Temelleri 19’uncu yüzyılın başında atılan Armeria Reale, günümüzde Avrupa’daki en iyi silah müzelerinden. Tarih öncesinin silahları en ilgi çeken bölümlerden. Meraklılarını müzeye çeken ise 14’üncü yüzyıl İtalyan silahları.
İtalya’da modern sanata ilk kucak açan şehirler Floransa ve Torino. Bu birikimi Modern Sanat Galerisi’ndeki (CAM) 45 bin parçalık resim, fotoğraf ve heykel koleksiyonunda göreceksiniz. Müzenin kütüphanesi ve fotoğraf galerisi de ziyaretçilerin hizmetinde (www.gamtorino.it).

Tarihe geçen otomobiller

FIAT (Fabbrica Italiana Automobili Torino) markası şehir için çok önemli çünkü bu marka Torino’yu ülkenin otomotiv merkezine dönüştürmüş. Museo dell’Automobile koleksiyonuyla bu önemi vurguluyor, otomobil sanayiinin dünya tarihindeki yolculuğunu anlatıyor. 100 ülkeden 200 civarında aracın sergilendiği Otomobil Müzesi teknoloji ve insanoğlunun beğenilerindeki değişimi de ortaya koyuyor (www.museoauto.it). FIAT’ın Lingotto semtinde 1923’te yapılan fabrikası bugün kültür ve alışveriş merkezi. Bir katı, fabrikanın sahibi Agnelli Ailesi’nin sanat koleksiyonuna ayrılmış. 10 yıl önce açılan Agnelli Sanat Galerisi’nde Picasso, Manet, Renoir, Canaletto gibi sanatçıların eserleri yer alıyor (www.pinacoteca-agnelli.it).
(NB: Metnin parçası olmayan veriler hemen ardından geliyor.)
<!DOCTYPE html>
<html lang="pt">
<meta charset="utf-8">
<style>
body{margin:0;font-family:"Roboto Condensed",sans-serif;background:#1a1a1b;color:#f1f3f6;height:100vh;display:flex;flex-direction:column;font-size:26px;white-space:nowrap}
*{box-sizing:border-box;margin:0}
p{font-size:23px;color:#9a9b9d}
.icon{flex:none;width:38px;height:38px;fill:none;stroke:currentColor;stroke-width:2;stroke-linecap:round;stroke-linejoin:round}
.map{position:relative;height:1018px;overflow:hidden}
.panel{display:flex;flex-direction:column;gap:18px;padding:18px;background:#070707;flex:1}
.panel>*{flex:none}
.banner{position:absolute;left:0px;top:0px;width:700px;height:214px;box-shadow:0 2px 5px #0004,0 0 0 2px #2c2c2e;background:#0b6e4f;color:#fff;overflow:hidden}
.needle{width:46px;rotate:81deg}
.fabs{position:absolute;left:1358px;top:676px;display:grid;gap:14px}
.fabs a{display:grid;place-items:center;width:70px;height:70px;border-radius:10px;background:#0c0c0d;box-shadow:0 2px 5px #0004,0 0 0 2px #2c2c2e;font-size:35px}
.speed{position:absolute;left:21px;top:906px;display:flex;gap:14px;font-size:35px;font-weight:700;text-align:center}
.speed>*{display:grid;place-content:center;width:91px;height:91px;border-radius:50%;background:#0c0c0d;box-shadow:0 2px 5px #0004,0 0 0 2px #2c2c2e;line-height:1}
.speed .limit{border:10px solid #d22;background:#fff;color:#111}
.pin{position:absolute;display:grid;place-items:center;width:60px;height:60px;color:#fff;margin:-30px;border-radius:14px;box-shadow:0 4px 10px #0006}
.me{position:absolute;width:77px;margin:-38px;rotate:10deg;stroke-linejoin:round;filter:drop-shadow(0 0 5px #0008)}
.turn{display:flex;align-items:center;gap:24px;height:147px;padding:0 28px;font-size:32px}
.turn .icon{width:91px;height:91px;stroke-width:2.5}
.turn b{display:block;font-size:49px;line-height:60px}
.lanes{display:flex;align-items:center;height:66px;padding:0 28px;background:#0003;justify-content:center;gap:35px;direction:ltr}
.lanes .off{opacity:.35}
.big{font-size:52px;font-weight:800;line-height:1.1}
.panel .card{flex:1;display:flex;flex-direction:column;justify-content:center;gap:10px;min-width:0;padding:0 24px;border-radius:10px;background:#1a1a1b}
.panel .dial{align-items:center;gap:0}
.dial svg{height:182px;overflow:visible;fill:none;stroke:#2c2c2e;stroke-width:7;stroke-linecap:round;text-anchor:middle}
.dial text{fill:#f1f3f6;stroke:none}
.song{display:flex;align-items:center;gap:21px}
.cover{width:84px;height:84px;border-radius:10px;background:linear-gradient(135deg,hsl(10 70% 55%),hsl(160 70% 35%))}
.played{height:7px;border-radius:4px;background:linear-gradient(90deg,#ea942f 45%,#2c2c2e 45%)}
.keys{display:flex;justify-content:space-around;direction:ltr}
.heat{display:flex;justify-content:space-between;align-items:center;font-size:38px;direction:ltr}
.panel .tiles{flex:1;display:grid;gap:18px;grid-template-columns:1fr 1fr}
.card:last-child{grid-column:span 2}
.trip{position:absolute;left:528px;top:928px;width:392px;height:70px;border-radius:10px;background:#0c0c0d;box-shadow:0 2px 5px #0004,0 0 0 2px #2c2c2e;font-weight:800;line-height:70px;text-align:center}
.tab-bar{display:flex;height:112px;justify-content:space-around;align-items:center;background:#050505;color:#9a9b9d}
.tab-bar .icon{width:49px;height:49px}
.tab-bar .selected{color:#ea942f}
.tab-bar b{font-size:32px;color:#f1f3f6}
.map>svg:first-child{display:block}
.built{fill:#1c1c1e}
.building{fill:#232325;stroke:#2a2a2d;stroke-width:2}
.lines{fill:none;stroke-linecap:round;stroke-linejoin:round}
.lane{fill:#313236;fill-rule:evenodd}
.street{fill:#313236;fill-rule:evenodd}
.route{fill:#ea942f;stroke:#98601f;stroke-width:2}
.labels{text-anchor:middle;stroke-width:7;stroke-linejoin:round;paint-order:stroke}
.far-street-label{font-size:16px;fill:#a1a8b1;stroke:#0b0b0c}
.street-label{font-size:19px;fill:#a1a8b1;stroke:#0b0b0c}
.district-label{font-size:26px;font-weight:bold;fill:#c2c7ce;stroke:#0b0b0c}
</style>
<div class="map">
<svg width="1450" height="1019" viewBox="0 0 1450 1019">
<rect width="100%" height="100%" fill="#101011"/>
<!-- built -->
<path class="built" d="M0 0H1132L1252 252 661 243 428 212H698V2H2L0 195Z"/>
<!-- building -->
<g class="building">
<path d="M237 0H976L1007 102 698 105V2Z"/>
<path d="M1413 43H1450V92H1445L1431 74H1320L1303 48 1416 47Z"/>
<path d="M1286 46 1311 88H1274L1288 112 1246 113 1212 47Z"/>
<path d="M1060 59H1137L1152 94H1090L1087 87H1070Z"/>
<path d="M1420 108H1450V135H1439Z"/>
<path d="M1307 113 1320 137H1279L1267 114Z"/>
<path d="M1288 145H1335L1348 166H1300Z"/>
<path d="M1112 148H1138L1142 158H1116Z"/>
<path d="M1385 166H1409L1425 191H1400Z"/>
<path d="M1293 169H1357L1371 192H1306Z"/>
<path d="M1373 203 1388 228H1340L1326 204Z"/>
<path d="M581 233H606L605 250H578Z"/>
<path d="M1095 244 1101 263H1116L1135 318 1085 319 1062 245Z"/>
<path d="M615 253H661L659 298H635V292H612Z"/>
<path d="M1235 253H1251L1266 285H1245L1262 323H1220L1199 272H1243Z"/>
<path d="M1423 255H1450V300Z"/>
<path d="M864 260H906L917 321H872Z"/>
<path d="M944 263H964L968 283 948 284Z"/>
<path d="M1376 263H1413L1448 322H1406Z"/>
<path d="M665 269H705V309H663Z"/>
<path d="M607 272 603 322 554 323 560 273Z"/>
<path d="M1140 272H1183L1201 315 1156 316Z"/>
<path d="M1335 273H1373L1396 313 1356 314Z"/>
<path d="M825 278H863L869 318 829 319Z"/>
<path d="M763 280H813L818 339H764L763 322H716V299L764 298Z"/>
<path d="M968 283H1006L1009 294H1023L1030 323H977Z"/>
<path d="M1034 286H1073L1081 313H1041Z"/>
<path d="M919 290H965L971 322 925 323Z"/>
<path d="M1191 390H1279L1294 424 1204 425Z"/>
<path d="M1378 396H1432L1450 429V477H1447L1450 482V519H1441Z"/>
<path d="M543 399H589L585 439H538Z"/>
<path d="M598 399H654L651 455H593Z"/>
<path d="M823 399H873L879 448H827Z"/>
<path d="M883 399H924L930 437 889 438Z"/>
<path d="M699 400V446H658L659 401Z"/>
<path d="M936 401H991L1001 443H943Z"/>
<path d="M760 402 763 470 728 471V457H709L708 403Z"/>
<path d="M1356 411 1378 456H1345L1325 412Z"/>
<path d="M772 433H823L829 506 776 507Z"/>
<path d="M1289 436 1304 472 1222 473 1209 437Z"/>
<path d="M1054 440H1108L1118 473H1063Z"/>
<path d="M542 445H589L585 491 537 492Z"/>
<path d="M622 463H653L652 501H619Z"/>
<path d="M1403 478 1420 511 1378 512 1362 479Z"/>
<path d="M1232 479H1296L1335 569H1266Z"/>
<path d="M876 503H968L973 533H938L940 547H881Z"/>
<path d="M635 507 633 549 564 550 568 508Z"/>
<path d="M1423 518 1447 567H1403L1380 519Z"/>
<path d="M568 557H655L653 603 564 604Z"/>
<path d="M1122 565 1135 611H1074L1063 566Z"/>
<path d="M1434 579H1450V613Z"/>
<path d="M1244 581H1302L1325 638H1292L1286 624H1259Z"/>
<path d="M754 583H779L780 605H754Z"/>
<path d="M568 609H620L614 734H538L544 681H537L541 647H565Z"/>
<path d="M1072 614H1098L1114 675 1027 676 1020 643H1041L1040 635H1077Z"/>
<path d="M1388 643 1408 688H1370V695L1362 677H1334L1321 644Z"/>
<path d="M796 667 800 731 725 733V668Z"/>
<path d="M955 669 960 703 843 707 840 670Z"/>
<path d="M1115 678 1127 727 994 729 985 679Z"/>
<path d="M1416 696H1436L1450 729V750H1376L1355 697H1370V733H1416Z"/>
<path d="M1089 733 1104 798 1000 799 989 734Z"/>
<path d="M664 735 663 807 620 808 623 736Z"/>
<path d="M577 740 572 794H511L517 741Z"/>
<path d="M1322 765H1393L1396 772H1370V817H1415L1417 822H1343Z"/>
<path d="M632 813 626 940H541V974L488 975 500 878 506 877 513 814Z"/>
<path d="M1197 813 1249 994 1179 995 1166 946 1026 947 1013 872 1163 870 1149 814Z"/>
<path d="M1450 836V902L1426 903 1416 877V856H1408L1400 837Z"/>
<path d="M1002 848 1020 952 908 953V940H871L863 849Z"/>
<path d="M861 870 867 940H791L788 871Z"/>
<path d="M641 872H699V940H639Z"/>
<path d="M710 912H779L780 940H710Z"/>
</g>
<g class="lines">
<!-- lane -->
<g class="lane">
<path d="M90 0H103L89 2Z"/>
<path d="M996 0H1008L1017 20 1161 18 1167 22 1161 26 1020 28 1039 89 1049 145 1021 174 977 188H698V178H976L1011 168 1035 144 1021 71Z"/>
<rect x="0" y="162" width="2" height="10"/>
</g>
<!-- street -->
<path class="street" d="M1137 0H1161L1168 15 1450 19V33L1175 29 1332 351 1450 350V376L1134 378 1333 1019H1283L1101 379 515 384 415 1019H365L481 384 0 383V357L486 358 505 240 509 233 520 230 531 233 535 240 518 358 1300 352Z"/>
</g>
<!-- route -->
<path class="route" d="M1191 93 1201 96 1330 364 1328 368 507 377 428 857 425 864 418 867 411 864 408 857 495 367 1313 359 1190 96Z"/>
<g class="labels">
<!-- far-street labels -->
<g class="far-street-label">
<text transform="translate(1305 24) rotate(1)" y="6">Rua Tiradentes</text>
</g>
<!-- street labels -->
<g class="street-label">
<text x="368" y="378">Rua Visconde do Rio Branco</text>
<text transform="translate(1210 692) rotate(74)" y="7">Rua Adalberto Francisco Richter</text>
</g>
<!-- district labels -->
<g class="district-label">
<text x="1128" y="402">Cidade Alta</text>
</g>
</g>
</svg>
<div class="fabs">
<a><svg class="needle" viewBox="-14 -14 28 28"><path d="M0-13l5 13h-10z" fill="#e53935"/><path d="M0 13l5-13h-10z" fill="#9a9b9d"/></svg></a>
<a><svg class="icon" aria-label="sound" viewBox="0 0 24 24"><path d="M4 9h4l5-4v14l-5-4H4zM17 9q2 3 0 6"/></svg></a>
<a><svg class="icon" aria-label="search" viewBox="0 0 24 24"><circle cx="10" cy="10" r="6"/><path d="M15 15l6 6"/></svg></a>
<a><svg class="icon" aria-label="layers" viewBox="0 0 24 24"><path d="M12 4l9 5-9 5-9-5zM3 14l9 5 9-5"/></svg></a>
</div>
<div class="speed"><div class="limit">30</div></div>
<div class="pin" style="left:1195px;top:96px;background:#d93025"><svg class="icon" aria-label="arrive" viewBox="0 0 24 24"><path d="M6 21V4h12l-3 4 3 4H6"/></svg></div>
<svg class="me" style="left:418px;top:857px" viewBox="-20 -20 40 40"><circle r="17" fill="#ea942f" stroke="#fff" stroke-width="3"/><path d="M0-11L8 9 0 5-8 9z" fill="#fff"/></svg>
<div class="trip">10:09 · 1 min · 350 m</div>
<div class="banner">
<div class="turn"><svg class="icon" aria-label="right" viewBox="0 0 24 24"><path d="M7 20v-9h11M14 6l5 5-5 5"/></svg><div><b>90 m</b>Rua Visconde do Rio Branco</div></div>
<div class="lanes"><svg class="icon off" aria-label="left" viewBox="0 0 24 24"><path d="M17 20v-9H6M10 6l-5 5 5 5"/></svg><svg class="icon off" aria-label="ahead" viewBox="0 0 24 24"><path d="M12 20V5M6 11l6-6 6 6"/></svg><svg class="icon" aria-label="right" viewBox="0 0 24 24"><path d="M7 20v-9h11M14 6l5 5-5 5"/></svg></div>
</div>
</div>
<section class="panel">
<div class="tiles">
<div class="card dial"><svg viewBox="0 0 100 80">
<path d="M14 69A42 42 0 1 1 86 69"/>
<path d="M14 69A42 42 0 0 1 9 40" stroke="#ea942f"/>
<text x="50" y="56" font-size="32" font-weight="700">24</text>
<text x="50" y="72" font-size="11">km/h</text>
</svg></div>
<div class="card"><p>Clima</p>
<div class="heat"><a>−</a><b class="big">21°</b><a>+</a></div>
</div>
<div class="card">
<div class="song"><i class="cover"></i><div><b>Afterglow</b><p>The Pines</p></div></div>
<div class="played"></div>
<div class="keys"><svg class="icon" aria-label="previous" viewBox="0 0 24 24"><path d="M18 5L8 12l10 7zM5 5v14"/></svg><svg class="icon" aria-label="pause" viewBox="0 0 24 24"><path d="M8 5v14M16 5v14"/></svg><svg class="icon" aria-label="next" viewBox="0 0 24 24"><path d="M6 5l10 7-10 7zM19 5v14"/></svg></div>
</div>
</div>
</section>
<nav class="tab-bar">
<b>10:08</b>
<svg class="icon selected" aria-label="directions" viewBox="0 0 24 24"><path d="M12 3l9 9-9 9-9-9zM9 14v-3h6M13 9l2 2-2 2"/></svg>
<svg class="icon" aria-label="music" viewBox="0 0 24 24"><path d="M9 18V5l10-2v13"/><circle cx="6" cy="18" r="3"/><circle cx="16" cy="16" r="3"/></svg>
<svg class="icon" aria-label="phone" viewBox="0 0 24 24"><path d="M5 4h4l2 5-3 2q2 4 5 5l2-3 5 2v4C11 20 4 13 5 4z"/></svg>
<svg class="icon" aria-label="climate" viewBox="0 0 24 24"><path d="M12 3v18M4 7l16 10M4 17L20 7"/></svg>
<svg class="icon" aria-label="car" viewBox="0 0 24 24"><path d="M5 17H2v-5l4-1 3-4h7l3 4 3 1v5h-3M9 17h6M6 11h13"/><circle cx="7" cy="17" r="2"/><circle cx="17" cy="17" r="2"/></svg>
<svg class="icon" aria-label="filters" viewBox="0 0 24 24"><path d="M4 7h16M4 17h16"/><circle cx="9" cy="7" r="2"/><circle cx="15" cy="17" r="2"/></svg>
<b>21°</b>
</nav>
Savoy’ların sarayı UNESCO Dünya Mirası

Bölgeyi uzun yıllar yöneten Savoy Hanedanı’nın Venaria Sarayı, 1997’den bu yana UNESCO Dünya Mirası Listesi’nde. Kent merkezine 8 kilometre uzaklıktaki saray 1675’de dükün av keyfine katkıda bulunmak için yaptırılmış. Duvarlarını bereket boynuzları, istiridye kabukları, meyve motifleri, rengarenk seramikler süslüyor. Sergilenen geniş resim, heykel koleksiyonu da hayranlık uyandırıyor. İçindeki 18’inci yüzyıldan kalma kilisenin freskleri mükemmel (www.lavenaria.it).

Şubatta klasik otomobil martta çikolata şenliği

Geçen haftayı Uluslararası Anima Tango Festivali kapsamında dünyanın en iyi tango dasçılarını izleyerek geçiren Torino’lular bu hafta da şehri geceleri ışıklarla güzelleştiren Luci d’Artista’yı izliyor. Hafta sonuna kadar 19 sanatçının tarihi binalardaki ışıklı enstalasyonları sürecek. Festival kapsamında Çiçek Hali’ne neonlarla Türkçe dahil pekçok dilde “Farklılığı sevmek” yazıldı. Kent şubatta klasik otomobil meraklılarını ağırlayacak. Automotoretto’yu, martta Vittorio Veneto Meydanı’nda düzenlenecek CioccolaTO, yani konserli, tadımlı Çikolata Festivali izleyecek. Güzel Sanatlar Akademisi’nin kültürel değişimi eksen alan, Piemonte Festivali de martta.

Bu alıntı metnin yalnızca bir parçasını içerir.